**PROBLEM TO WORK ON:**
The answer must be the full data, restated word for word, with no pictures in it.

**MATERIAL PROVIDED:**
★ ★ ★ ★

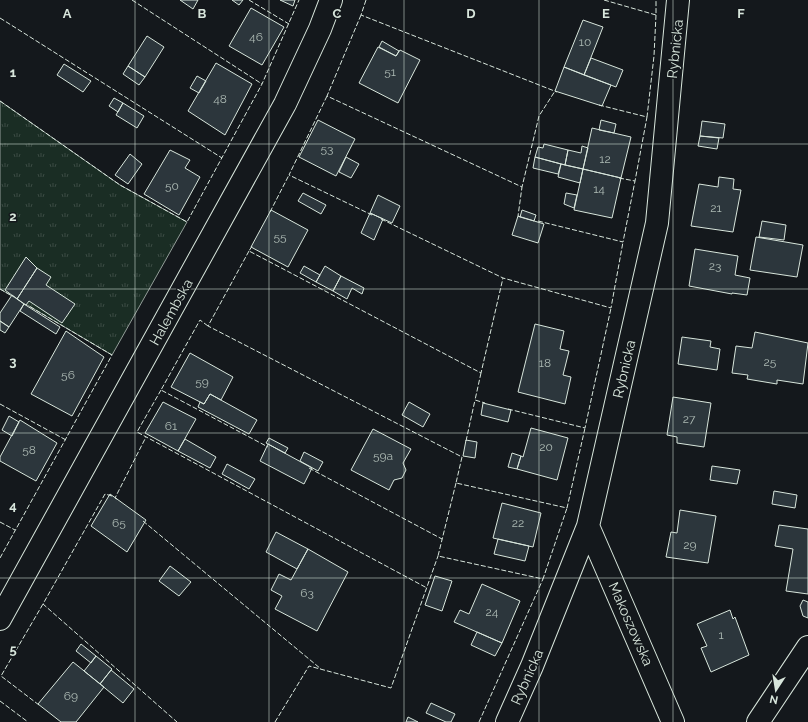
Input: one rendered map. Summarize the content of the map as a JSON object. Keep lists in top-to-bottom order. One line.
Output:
{"streets":{"street":["Rybnicka","Halembska","Makoszowska"]},"crossings":[["Rybnicka","Makoszowska"]],"house_numbers":["46","10","51","48","53","12","50","14","21","55","23","25","18","56","59","27","61","20","58","59a","65","22","29","63","24","1","69"],"north":"bottom","grid":{"columns":["A","B","C","D","E","F"],"rows":["1","2","3","4","5"]}}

★ ★ ★ ★

**ANSWER TO THIS EXERCISE:**
Input: one rendered map. Summarize the content of the map as a JSON object. Keep lists in top-to-bottom order. One line.
Output:
{"streets":{"street":["Rybnicka","Halembska","Makoszowska"]},"crossings":[["Rybnicka","Makoszowska"]],"house_numbers":["46","10","51","48","53","12","50","14","21","55","23","25","18","56","59","27","61","20","58","59a","65","22","29","63","24","1","69"],"north":"bottom","grid":{"columns":["A","B","C","D","E","F"],"rows":["1","2","3","4","5"]}}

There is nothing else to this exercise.